Monbulk Creek Smart Water
– why the project is needed

In recent years, researchers around the world have demonstrated the importance of returning more natural flow regimes and improving water quality in protecting the biodiversity of urban waterways. Stormwater Control Measures (SCMs) are being installed in many cities to capture runoff, retain excess flows (e.g. stormwater harvesting), and release filtered water to mimic natural flow regimes. Common SCMs include rainwater tanks, bioretention and infiltration systems, and constructed wetlands. Despite the promise of these technological advances, large-scale experiments aiming to improve the health of degraded streams using widespread implementation of SCMs (on public, and increasingly private, land) have so far failed to achieve the desired or hypothesised improvements to streamflow and ecological outcomes. This failure has been attributed to four key factors: 1. challenges in finding adequate space for SCMs on both public and private land; 2. limitations in storage capacity and user demand for stormwater harvesting; 3. the frequent inability of current SCMs, which are passively operated and not coordinated, to deliver the required flow regime; and 4. inadequate maintenance of SCMs, compromising their performance.

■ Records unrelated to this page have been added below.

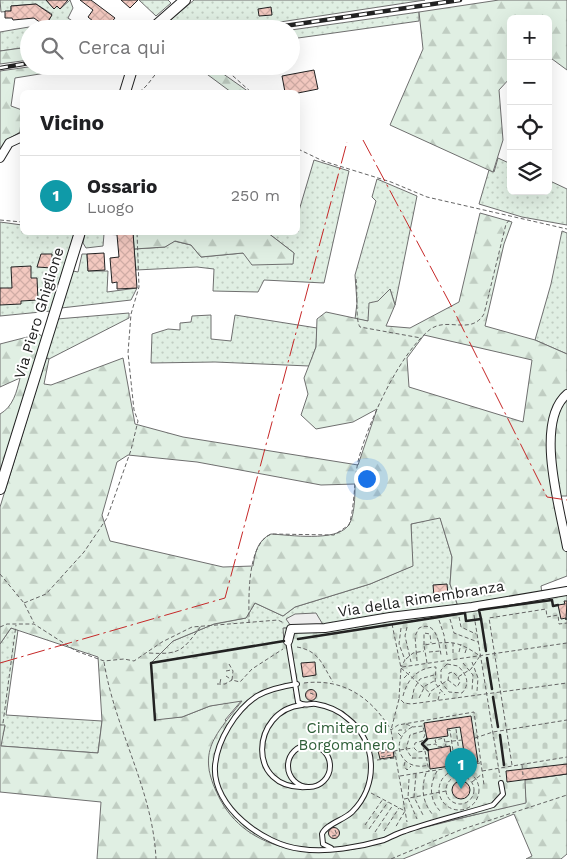 <!DOCTYPE html>
<html lang="it">
<meta charset="utf-8">
<style>
body{margin:0;font-family:"Work Sans",sans-serif;background:#f2f2f2;color:#202124}
.controls{position:absolute;right:15px;top:15px;display:grid;overflow:hidden;border-radius:8px;box-shadow:0 5px 20px #0002}
.controls button{width:45px;height:45px;display:grid;place-items:center;padding:0;border:0;border-bottom:1px solid #e0e0e0;background:#fff;color:#202124;font:25px sans-serif}
.you{position:absolute;left:366px;top:478px;width:18px;height:18px;margin:-12px;border:4px solid #fff;border-radius:50%;background:#1a73e8;box-shadow:0 0 0 8px #1a73e833}
.badge{display:grid;place-items:center;width:32px;height:32px;border-radius:50%;background:#2563eb;color:#fff;font-size:16px;font-weight:700}
.pin{position:absolute;translate:-50% -41px;filter:drop-shadow(0 1px 2px #0008)}
.pin::after{content:'';position:absolute;top:26px;width:18px;height:15px;background:inherit;clip-path:polygon(0 0,100% 0,50% 100%)}
.list{margin:0;padding:0;list-style:none}
h2{display:flex;justify-content:space-between;align-items:center;height:65px;margin:0;padding:0 20px;font-size:21px}
h2 small{font-size:16px;font-weight:400;color:#757577}
.list li{display:grid;grid-template-columns:32px 1fr auto;gap:15px;align-items:center;box-sizing:border-box;height:80px;padding:0 20px;border-top:1px solid #e0e0e0}
.list b{display:block;font-size:19px;white-space:nowrap}
.list p{margin:0;font-size:16px;white-space:nowrap;color:#757577}
.list em{font-size:16px;font-style:normal;color:#757577}
.icon{flex:none;width:28px;height:28px;fill:none;stroke:currentColor;stroke-width:2;stroke-linecap:round;stroke-linejoin:round}
.map{position:relative;flex:none;width:567px;height:859px;overflow:hidden}
.search{position:absolute;background:#fff;box-shadow:0 5px 20px #0002;left:20px;top:20px;width:280px;height:55px;display:flex;align-items:center;gap:12px;box-sizing:border-box;padding:0 18px;border-radius:28px;color:#757577;font-size:19px}
.panel{position:absolute;background:#fff;box-shadow:0 5px 20px #0002;left:20px;top:90px;width:280px;height:145px;border-radius:8px}
.map>svg:first-child{display:block}
</style>
<div class="map">
<svg width="567" height="859" viewBox="0 0 567 859">
<defs>
<pattern id="grass-dots" width="8" height="8" patternUnits="userSpaceOnUse" patternTransform="scale(1.25)"><rect width="8" height="8" fill="#e0efe3"/><path d="M2 2h.1M6 6h.1" fill="none" stroke="#c0cdc2" stroke-width="1.8" stroke-linecap="round"/></pattern>
<pattern id="forest-firs" width="22" height="20" patternUnits="userSpaceOnUse" patternTransform="scale(1.25)"><rect width="22" height="20" fill="#e0efe3"/><path d="M5 1l3.5 6h-7zM16 11l3.5 6h-7z" fill="#c0cdc2"/></pattern>
<pattern id="cemetery-stones" width="16" height="16" patternUnits="userSpaceOnUse" patternTransform="scale(1.25)"><rect width="16" height="16" fill="#e0efe3"/><path d="M2 7V4a2 2 0 0 1 4 0v3zM10 15v-3a2 2 0 0 1 4 0v3z" fill="#c0cdc2"/></pattern>
<pattern id="building-cross-hatch" width="8" height="8" patternUnits="userSpaceOnUse" patternTransform="scale(1.25)"><rect width="8" height="8" fill="#f3c9c0"/><path d="M0 0l8 8M0 8l8-8" fill="none" stroke="#d0aca5"/></pattern>
</defs>
<rect width="100%" height="100%" fill="#fff"/>
<!-- grass -->
<g fill="url(#grass-dots)" stroke="#6f6f6f">
<path d="M 0,0 L 46,0 L 54,9 L 57,6 L 60,9 L 70,0 L 73,8 L 68,18 L 84,29 L 43,29 L 42,23 L 46,26 L 52,14 L 36,4 L 11,6 L 11,11 L 1,12 Z"/>
<path d="M 139,0 L 168,0 L 171,3 L 156,16 Z"/>
<path d="M 194,0 L 425,0 L 234,29 L 160,29 Z"/>
<path d="M 419,12 L 419,21 L 291,39 L 291,30 Z"/>
<path d="M 29,27 L 34,29 L 29,29 L 29,47 L 0,51 L 0,32 Z"/>
<path d="M 498,158 L 511,164 L 511,191 L 548,191 L 548,180 L 567,189 L 567,225 L 522,217 L 479,204 L 489,170 L 494,172 Z"/>
<path d="M 314,160 L 349,171 L 324,283 L 264,280 L 258,292 L 213,291 L 214,269 L 197,267 L 136,270 L 134,249 L 165,247 L 174,241 L 191,245 L 201,257 L 243,253 L 292,264 L 294,253 L 268,233 L 298,232 L 298,214 Z"/>
<path d="M 377,179 L 417,196 L 395,305 L 390,289 L 378,301 L 368,321 L 355,319 L 357,303 L 355,275 L 376,201 L 372,197 Z"/>
<path d="M 0,222 L 22,225 L 22,232 L 76,233 L 51,311 L 0,316 Z"/>
<path d="M 562,231 L 567,233 L 567,354 L 535,340 L 551,284 Z"/>
<path d="M 85,233 L 120,233 L 120,235 L 104,234 L 103,246 L 86,248 L 83,243 Z"/>
<path d="M 82,254 L 87,254 L 88,271 L 108,271 L 107,292 L 137,288 L 131,300 L 61,308 L 73,271 L 78,272 Z"/>
<path d="M 129,313 L 129,318 L 49,359 L 46,358 L 57,319 Z"/>
<path d="M 211,315 L 211,339 L 231,341 L 235,315 L 317,328 L 316,347 L 309,366 L 215,362 L 151,363 L 152,334 L 168,329 L 180,330 L 180,323 L 191,322 L 192,316 Z"/>
<path d="M 440,517 L 452,557 L 450,584 L 459,609 L 293,629 L 284,628 L 284,641 L 242,700 L 198,709 L 151,663 L 173,641 L 214,624 L 246,618 L 255,603 L 283,616 L 295,607 L 370,584 L 412,566 L 411,524 Z"/>
<path d="M 11,628 L 18,630 L 6,715 L 102,721 L 98,753 L 0,746 L 5,726 L 0,725 L 0,644 Z"/>
</g>
<!-- forest -->
<g fill="url(#forest-firs)" stroke="#6f6f6f" fill-rule="evenodd">
<path d="M 499,0 L 567,0 L 567,70 L 548,56 L 548,19 L 511,19 L 511,77 L 499,90 L 503,140 L 493,172 L 390,125 L 423,49 L 419,12 Z"/>
<path d="M 29,47 L 29,60 L 0,64 L 0,51 Z"/>
<path d="M 35,66 L 89,66 L 15,78 L 11,106 L 22,110 L 20,132 L 7,140 L 0,151 L 0,71 Z"/>
<path d="M 178,66 L 212,66 L 249,92 L 231,92 L 200,69 Z"/>
<path d="M 480,213 L 512,222 L 504,244 L 485,326 L 535,340 L 567,354 L 567,496 L 559,496 L 567,547 L 567,576 L 541,586 L 542,594 L 459,609 L 450,584 L 452,557 L 440,518 L 411,524 L 413,566 L 370,584 L 295,607 L 283,616 L 255,603 L 246,618 L 214,624 L 173,641 L 151,663 L 155,719 L 182,717 L 210,706 L 242,700 L 225,720 L 381,843 L 410,831 L 526,802 L 524,780 L 567,774 L 567,854 L 561,859 L 526,859 L 532,856 L 514,814 L 403,859 L 97,859 L 101,802 L 0,792 L 0,725 L 5,725 L 1,746 L 98,753 L 102,721 L 98,657 L 11,628 L 0,644 L 0,507 L 46,358 L 49,359 L 44,384 L 51,385 L 123,358 L 135,424 L 183,437 L 358,465 L 377,409 L 353,422 L 316,429 L 301,415 L 308,394 L 304,378 L 316,347 L 317,319 L 326,312 L 368,321 L 369,303 L 378,301 L 390,289 L 395,305 L 386,326 L 410,328 L 459,302 ZM 424,335 L 532,360 L 523,422 L 409,387 L 407,358 ZM 128,455 L 197,462 L 321,485 L 355,484 C 355,495 355,517 348,526 C 335,542 290,535 271,534 C 258,540 255,552 253,566 L 223,567 L 110,541 L 102,515 L 117,462 Z"/>
<path d="M 133,233 L 268,233 L 294,253 L 293,264 L 252,265 L 243,253 L 201,257 L 191,245 L 175,241 L 165,247 L 134,249 Z"/>
<path d="M 39,334 L 44,338 L 0,480 L 0,414 C 13,407 17,391 20,378 L 0,387 L 0,344 Z"/>
</g>
<!-- cemetery -->
<path fill="url(#cemetery-stones)" stroke="#6f6f6f" d="M 567,591 L 567,774 L 525,780 L 526,803 C 488,812 450,820 412,830 C 401,833 391,840 380,843 C 326,859 252,857 221,801 C 195,753 213,738 242,701 L 210,706 L 182,717 L 155,720 L 151,663 L 284,641 L 283,628 L 325,628 Z"/>
<!-- parking -->
<path fill="#ededed" stroke="#6f6f6f" d="M 316,613 L 325,628 L 293,629 L 286,619 L 295,614 Z"/>
<!-- building -->
<g fill="url(#building-cross-hatch)" stroke="#222">
<path d="M 46,0 L 68,0 L 60,9 L 57,6 L 54,9 Z"/>
<path d="M 80,0 L 91,0 L 115,18 L 109,25 L 103,20 L 99,26 L 88,17 L 93,10 Z"/>
<path d="M 121,0 L 138,0 L 130,8 Z"/>
<path d="M 36,4 L 52,15 L 45,26 L 34,18 L 13,20 L 12,18 L 5,18 L 5,11 L 11,11 L 11,6 Z"/>
<path d="M 271,7 L 272,15 L 259,16 L 258,9 Z"/>
<path d="M 314,70 L 318,89 L 298,93 L 285,92 L 282,76 Z"/>
<path d="M 120,232 L 133,232 L 137,288 L 117,289 L 117,282 L 112,283 L 110,258 L 119,257 L 117,235 Z"/>
<path d="M 104,253 L 105,270 L 88,271 L 87,254 Z"/>
<path d="M 41,254 L 52,254 L 52,268 L 37,267 Z"/>
<path d="M 31,266 L 31,278 L 37,278 L 38,300 L 21,301 L 21,304 L 0,305 L 0,288 L 12,288 L 11,267 Z"/>
<path d="M 447,584 L 448,595 L 434,596 L 433,585 Z"/>
<path d="M 564,601 L 567,601 L 566,620 L 566,618 L 561,619 L 558,605 L 565,604 Z"/>
<path d="M 315,662 L 316,675 L 303,677 L 301,663 Z"/>
<circle cx="311" cy="695" r="5.5"/>
<path d="M 471,716 L 478,762 L 430,769 L 428,750 L 450,746 L 451,754 L 464,752 L 460,727 L 447,729 L 448,736 L 427,739 L 424,723 Z"/>
<path d="M 393,749 L 394,757 L 380,759 L 378,751 Z"/>
<path d="M 567,764 L 567,774 L 507,782 L 506,771 Z"/>
<circle cx="461" cy="790" r="9"/>
<circle cx="334" cy="833" r="5.5"/>
</g>
<g fill="none" stroke-linecap="round" stroke-linejoin="round">
<!-- service casing -->
<g stroke="#222" stroke-width="6">
<g id="service">
<path d="M 288,641 L 298,702 C 304,707 309,703 316,704 C 328,706 338,710 347,718 C 377,741 379,785 352,812 C 344,820 326,824 322,834 L 323,844 L 331,848"/>
<path d="M 297,684 C 284,686 269,689 257,696 C 236,710 217,740 215,766 C 212,807 264,845 301,849 C 326,853 360,847 384,840 C 391,837 398,833 405,831 C 434,821 464,814 493,805 L 503,794 L 501,783"/>
<path d="M 302,705 C 251,710 245,791 307,787"/>
<circle cx="309" cy="766" r="21"/>
</g>
</g>
<!-- minor casing -->
<g stroke="#222" stroke-width="10">
<g id="minor">
<path d="M 0,158 L 9,143 L 22,137"/>
<path d="M 567,394 C 534,422 560,508 567,547"/>
<path d="M 288,641 L 291,629 L 325,628 L 390,617 L 472,607 L 567,591"/>
</g>
</g>
<!-- tertiary casing -->
<g stroke="#222" stroke-width="12">
<g id="tertiary">
<path d="M 152,29 L 185,0"/>
<path d="M 125,92 L 133,66"/>
<path d="M 0,489 L 80,232"/>
</g>
</g>
<!-- path -->
<g stroke="#646464" stroke-width="1" stroke-dasharray="4 2.5" stroke-linecap="butt">
<path d="M 216,66 L 233,76 L 251,92"/>
<path d="M 139,92 C 150,85 153,74 164,66"/>
<path d="M 298,149 L 323,161 L 391,182 L 427,197 L 567,229"/>
<path d="M 0,220 L 22,222"/>
<path d="M 356,279 C 358,292 355,320 360,327 L 421,338"/>
<path d="M 0,574 L 24,603 L 34,623"/>
<path d="M 24,603 L 46,594 L 84,552 L 107,518 L 131,450 L 138,421 L 134,410 L 128,353 L 131,314 L 139,287 L 137,232"/>
<path d="M 474,615 L 500,777"/>
<path d="M 459,617 L 461,627 L 476,634"/>
<path d="M 450,619 L 454,633 L 478,642"/>
<path d="M 439,620 L 444,635 L 447,655"/>
<path d="M 249,623 C 249,600 246,545 271,534 L 334,535 L 349,525 C 356,502 353,477 360,454 C 371,417 398,358 427,332 C 445,314 470,337 484,314 L 506,224 L 511,218"/>
<path d="M 392,624 L 401,668 L 399,698 L 404,703 L 411,704 L 567,683"/>
<path d="M 0,627 L 7,624 L 34,624 L 76,651 L 104,661 L 124,659 L 134,661 L 162,642 L 192,627 L 278,620 L 284,623"/>
<path d="M 407,627 L 405,636 L 411,662"/>
<path d="M 401,628 L 399,644 L 405,660 L 401,667"/>
<path d="M 424,645 L 424,633 L 430,634 L 431,643"/>
<path d="M 297,647 C 320,651 322,665 333,682"/>
<path d="M 429,652 L 440,651"/>
<path d="M 459,652 L 461,644"/>
<path d="M 149,653 C 181,655 183,650 201,626"/>
<path d="M 453,653 L 453,642"/>
<path d="M 465,653 L 467,647"/>
<path d="M 406,659 L 413,653 L 424,651"/>
<path d="M 417,661 L 415,636 L 419,628 C 436,620 439,642 441,655"/>
<path d="M 104,662 C 115,730 153,790 156,859"/>
<path d="M 472,662 L 478,678 L 477,691"/>
<path d="M 427,663 L 424,645 C 450,641 457,640 480,656 L 471,669 L 458,677 L 453,672 L 449,673 L 448,680 L 431,691 L 428,698"/>
<path d="M 463,663 L 473,675 L 472,691"/>
<path d="M 229,664 L 233,671 L 232,680 L 240,682 L 252,669 L 283,649"/>
<path d="M 447,664 L 458,666 C 466,674 471,683 462,693 L 449,692 L 441,682 L 441,670 Z"/>
<path d="M 402,667 L 567,643"/>
<path d="M 401,668 L 430,693"/>
<path d="M 226,671 L 231,670"/>
<path d="M 404,678 L 410,672"/>
<path d="M 448,680 L 457,687 L 460,682 L 458,677"/>
<path d="M 220,683 L 221,678"/>
<path d="M 304,683 C 343,678 371,697 391,730 L 398,725 L 474,712 L 484,785"/>
<path d="M 217,684 L 225,684 L 232,680 L 226,676"/>
<path d="M 310,693 L 313,694 L 313,697"/>
<path d="M 403,696 C 407,679 419,667 436,667 L 435,683 L 445,695"/>
<path d="M 419,698 L 425,686 L 434,681"/>
<path d="M 399,699 L 391,730 L 407,822"/>
<path d="M 412,699 L 414,689 L 420,679 L 434,675"/>
<path d="M 438,700 L 440,692"/>
<path d="M 3,723 L 16,625"/>
<path d="M 406,724 L 413,727 L 423,726 L 425,735 L 422,741 L 415,743 L 414,748 L 418,752 L 425,751 L 429,771"/>
<path d="M 412,727 C 388,740 400,773 429,765"/>
<path d="M 456,729 L 459,752"/>
<path d="M 447,730 L 450,730 L 453,751 L 451,752"/>
<path d="M 423,731 L 410,735 L 406,749 L 412,758 L 428,758"/>
<path d="M 401,736 L 398,733 L 399,730 L 406,730"/>
<path d="M 475,738 L 493,732 L 567,720"/>
<path d="M 422,742 L 424,750"/>
<path d="M 436,743 L 435,740 L 444,738 L 445,742"/>
<path d="M 427,745 L 436,744 L 437,747 L 446,746 L 445,742 L 462,740"/>
<path d="M 375,749 L 393,747"/>
<path d="M 391,755 L 382,757 L 381,753 L 413,748"/>
<path d="M 377,760 L 395,758"/>
<path d="M 405,762 L 404,766 L 407,770 L 411,766"/>
<path d="M 512,765 L 489,618 L 546,609 L 547,617 L 558,615 L 559,624 L 567,623"/>
<path d="M 522,765 L 523,775"/>
<circle cx="459" cy="790" r="20"/>
<path d="M 437,771 C 429,785 429,800 441,812"/>
<path d="M 482,771 L 567,757"/>
<path d="M 426,773 C 421,788 422,802 433,815"/>
<path d="M 416,774 L 414,797 L 424,817"/>
<path d="M 400,776 L 480,763"/>
<circle cx="460" cy="790" r="14"/>
<path d="M 409,779 L 408,798 L 417,819"/>
<path d="M 472,782 L 482,774"/>
<path d="M 371,793 L 405,811 L 395,828"/>
<path d="M 404,799 L 446,791"/>
<path d="M 365,825 L 383,799"/>
<path d="M 369,829 L 388,802"/>
<path d="M 384,831 L 399,808"/>
<path d="M 375,832 L 393,805"/>
<path d="M 332,836 L 337,835 L 335,830"/>
<path d="M 391,859 L 460,830 L 567,795"/>
</g>
<!-- service -->
<use href="#service" stroke="#fff" stroke-width="4"/>
<!-- minor -->
<use href="#minor" stroke="#fff" stroke-width="8"/>
<!-- tertiary -->
<use href="#tertiary" stroke="#fff" stroke-width="10"/>
<!-- rail casing -->
<g stroke="#222" stroke-width="4.5">
<g id="rail">
<path d="M 264,29 L 460,0"/>
<path d="M 0,68 L 29,63"/>
</g>
</g>
<!-- rail -->
<use href="#rail" stroke="#fff" stroke-width="2.5" stroke-dasharray="8" stroke-linecap="butt"/>
<!-- wall -->
<g stroke="#222" stroke-width="2.5">
<path d="M 481,619 L 486,651"/>
<path d="M 298,639 L 465,613 L 466,621 L 481,619 L 479,610 L 552,600 L 553,606 L 558,605"/>
<path d="M 487,658 L 492,689"/>
<path d="M 493,697 L 498,727"/>
<path d="M 155,720 L 151,663 L 284,641"/>
<path d="M 500,735 L 504,765"/>
<path d="M 427,739 L 422,744 L 428,750"/>
</g>
<!-- power -->
<g stroke="#c62828" stroke-width="1" stroke-dasharray="18 4 2.5 4" stroke-linecap="butt">
<path d="M 363,140 L 454,311 L 547,497 L 567,500"/>
<path d="M 0,663 L 225,598 L 347,142"/>
</g>
</g>
<g text-anchor="middle" dominant-baseline="central" stroke-width="4" stroke-linejoin="round" paint-order="stroke">
<!-- street labels -->
<g font-size="15" fill="#222" stroke="#fff">
<text transform="translate(39 313) rotate(-73)">Via Piero Ghiglione</text>
<text transform="translate(421 599) rotate(-9)">Via della Rimembranza</text>
</g>
<!-- park labels -->
<g font-size="15" fill="#2f5e38" stroke="#fff">
<text x="347" y="728">Cimitero di<tspan x="347" dy="17">Borgomanero</tspan></text>
</g>
</g>
</svg>
<div class="controls">
<button>+</button>
<button>−</button>
<button><svg class="icon" aria-label="locate" viewBox="0 0 24 24"><circle cx="12" cy="12" r="6"/><path d="M12 2v4M12 18v4M2 12h4M18 12h4"/></svg></button>
<button><svg class="icon" aria-label="layers" viewBox="0 0 24 24"><path d="M12 4l9 5-9 5-9-5zM3 14l9 5 9-5"/></svg></button>
</div>
<div class="you"></div>
<div class="pin badge" style="left:461px;top:789px;background:#0f9aa8">1</div>
<div class="search"><svg class="icon" aria-label="search" viewBox="0 0 24 24"><circle cx="10" cy="10" r="6"/><path d="M15 15l6 6"/></svg>Cerca qui</div>
<section class="panel">
<h2>Vicino<small></small></h2>
<ul class="list">
<li><span class="badge" style="background:#0f9aa8">1</span><div><b>Ossario</b><p>Luogo</p></div><em>250 m</em></li>
</ul>
</section>
</div>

Realising the potential of SCMs in restoring urban streams requires an approach that addresses these social and technical factors simultaneously. Simply put, there is a need for a new approach, if we are to protect urban waterways from both runoff and drought, projected to become more severe under a changing climate. Such an approach needs to ensure that SCMs are technically capable of delivering ecologically suitable flow regimes in a range of climatic conditions and urban settings, as well as being socially realistic. Given space constraints in the urban landscape and the need to maximise the collective impact of these small-scale technologies, the integration and coordination of SCMs across private and public land is vital. Reconfiguring such highly distributed arrays of SCMs as a hybrid centralised-decentralised system requires both technical innovation and social transformation. It represents a shift away from conventional sociotechnical systems of urban water management, in which centralised corporate or public entities alone manage water infrastructure.

Real-Time Control (RTC) technology—until now mainly applied only to large-scale critical infrastructure — offers the potential to revolutionise the way small-scale, highly distributed SCMs operate. Firstly, networking SCMs across a catchment enables their collective coordination as a virtual reservoir that can be actively managed to achieve specific flow and water quality conditions in urban streams, informed by an array of climate and streamflow sensors. Secondly, RTC technology can optimise the use of the storage capacity of individual SCMs, potentially reducing storage volumes and space requirements. RTC technology can inform household decisions in managing rainwater tanks simultaneously for private benefit (non-potable water supply for households) and public good [flood mitigation during storms, release of environmental flows]. Controlled releases can make storage capacity available in a rainwater tank in anticipation of storm events, rather than relying on household demand for non-potable water alone. Thirdly, the sophisticated sensor and control system can identify malfunctions, overcoming uncertainty around maintenance of SCMs. Together, these new capacities of RTC can optimise long-term SCM performance.